Hybrid Space-Airborne Bistatic Synthetic Aperture Radar for Avoidance, Landing and Observation of Unmanned Aerial Systems

This paper presents the idea of a hybrid bistatic synthetic aperture radar (SAR) formed by a constellation of spaceborne illuminators and receiving-only airborne forward-looking SARs. The study aims at identifying and developing new imaging techniques for avoidance, landing, and observation, able to guarantee forward-looking real-time, all-weather, day and night, high geometric and radiometric resolution images for Unmanned Airborne Systems (UAS). Nowadays, UAS Navigation is mainly performed with satellite navigation systems (e.g. GPS, Galileo) which offer accurate and reliable navigation data, but no information about the surrounding environment.

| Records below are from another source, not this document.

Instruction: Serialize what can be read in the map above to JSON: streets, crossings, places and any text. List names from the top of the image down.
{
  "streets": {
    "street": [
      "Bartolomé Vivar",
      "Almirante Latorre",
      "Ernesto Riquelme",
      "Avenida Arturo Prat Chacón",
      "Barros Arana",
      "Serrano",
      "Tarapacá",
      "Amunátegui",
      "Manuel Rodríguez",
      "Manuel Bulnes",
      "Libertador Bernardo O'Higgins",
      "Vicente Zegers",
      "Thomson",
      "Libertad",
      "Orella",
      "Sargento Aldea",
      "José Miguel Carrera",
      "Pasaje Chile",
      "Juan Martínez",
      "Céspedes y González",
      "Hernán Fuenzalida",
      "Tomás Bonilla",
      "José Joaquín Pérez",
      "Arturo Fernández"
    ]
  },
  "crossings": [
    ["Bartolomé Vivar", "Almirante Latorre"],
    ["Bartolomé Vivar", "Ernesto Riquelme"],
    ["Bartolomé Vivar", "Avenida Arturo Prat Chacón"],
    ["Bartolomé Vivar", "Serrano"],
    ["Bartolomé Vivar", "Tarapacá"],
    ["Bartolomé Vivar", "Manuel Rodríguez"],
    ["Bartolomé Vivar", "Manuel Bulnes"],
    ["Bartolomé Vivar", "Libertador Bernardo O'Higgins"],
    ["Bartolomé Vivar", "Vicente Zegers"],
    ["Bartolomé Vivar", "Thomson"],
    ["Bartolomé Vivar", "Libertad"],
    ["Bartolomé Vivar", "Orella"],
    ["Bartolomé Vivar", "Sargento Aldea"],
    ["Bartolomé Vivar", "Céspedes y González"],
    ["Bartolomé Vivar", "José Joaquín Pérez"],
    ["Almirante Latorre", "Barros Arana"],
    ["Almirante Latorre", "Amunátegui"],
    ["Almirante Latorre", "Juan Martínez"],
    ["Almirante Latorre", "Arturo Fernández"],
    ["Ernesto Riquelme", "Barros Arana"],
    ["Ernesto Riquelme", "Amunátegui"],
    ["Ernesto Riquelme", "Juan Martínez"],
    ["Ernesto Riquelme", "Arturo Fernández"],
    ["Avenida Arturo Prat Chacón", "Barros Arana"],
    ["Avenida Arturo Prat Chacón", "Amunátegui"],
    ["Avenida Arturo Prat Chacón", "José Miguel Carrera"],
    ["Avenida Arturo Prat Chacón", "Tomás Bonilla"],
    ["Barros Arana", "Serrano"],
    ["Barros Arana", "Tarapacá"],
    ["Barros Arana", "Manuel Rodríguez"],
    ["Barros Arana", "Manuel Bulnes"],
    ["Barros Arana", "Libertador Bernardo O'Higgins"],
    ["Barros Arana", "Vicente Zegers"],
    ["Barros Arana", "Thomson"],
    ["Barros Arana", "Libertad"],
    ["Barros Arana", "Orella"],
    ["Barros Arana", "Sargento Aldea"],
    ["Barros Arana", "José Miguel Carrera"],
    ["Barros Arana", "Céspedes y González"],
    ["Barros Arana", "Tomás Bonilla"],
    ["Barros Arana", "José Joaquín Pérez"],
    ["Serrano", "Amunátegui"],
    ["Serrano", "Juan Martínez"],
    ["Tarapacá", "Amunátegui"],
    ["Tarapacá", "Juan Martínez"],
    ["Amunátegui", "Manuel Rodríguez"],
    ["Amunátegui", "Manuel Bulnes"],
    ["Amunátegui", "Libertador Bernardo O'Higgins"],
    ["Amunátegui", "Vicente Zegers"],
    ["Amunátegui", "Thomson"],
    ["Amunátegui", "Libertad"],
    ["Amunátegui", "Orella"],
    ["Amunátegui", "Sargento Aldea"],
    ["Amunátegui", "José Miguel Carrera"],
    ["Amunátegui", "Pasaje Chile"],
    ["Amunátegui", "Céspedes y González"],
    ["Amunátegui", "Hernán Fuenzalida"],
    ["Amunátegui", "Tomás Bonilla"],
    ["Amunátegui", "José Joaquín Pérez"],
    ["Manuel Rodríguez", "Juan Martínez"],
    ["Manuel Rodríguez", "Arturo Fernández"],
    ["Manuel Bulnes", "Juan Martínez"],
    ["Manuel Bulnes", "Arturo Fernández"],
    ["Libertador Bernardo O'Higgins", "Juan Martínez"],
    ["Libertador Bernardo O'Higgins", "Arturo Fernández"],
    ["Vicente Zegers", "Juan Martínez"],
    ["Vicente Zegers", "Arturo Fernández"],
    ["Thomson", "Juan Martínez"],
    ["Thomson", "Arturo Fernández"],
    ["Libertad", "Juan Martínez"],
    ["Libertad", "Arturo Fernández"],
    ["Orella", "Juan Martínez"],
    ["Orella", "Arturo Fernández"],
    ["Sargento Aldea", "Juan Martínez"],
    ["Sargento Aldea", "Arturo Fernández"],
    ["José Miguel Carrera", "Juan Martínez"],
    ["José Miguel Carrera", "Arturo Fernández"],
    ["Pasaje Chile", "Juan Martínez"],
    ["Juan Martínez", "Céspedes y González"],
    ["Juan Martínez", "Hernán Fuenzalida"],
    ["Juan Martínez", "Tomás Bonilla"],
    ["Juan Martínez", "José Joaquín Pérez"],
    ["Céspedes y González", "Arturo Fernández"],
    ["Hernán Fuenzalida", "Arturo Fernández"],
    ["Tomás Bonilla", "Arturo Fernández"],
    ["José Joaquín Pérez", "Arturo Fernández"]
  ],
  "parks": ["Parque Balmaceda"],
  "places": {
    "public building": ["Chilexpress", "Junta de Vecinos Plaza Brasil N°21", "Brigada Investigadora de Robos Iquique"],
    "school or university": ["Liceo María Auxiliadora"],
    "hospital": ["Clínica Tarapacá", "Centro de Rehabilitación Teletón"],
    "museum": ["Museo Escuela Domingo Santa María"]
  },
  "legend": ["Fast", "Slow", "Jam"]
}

A vision-based navigation system can greatly improve UAS autonomy with an additional beneficial impact on obstacle avoidance capability. SAR systems have been already experienced on-board aircrafts of different classes. However, such sensors have been only used as remote sensing payloads in side-looking geometry. For navigation purposes a forward looking geometry is preferable, but it has been rarely experienced due to major limitations (left/right ambiguity and poor Doppler resolution) which can be only partially mitigated at the cost of strong complexities. These limitations can be overcome by the proposed space airborne bistatic system provided that specific requirements on the acquisition geometry are satisfied. In addition, the airborne receiver can be much more compact and lightweight, with a reduced power request thus complying with typical UAS requirements. Preliminary feasibility assessment and definition of strawman system concept have been conducted under ESA contract (22499/09/F/MOS) considering UAS vision-based navigation as main application even if further uses, e.g. remote sensing or surveillance, have been envisaged.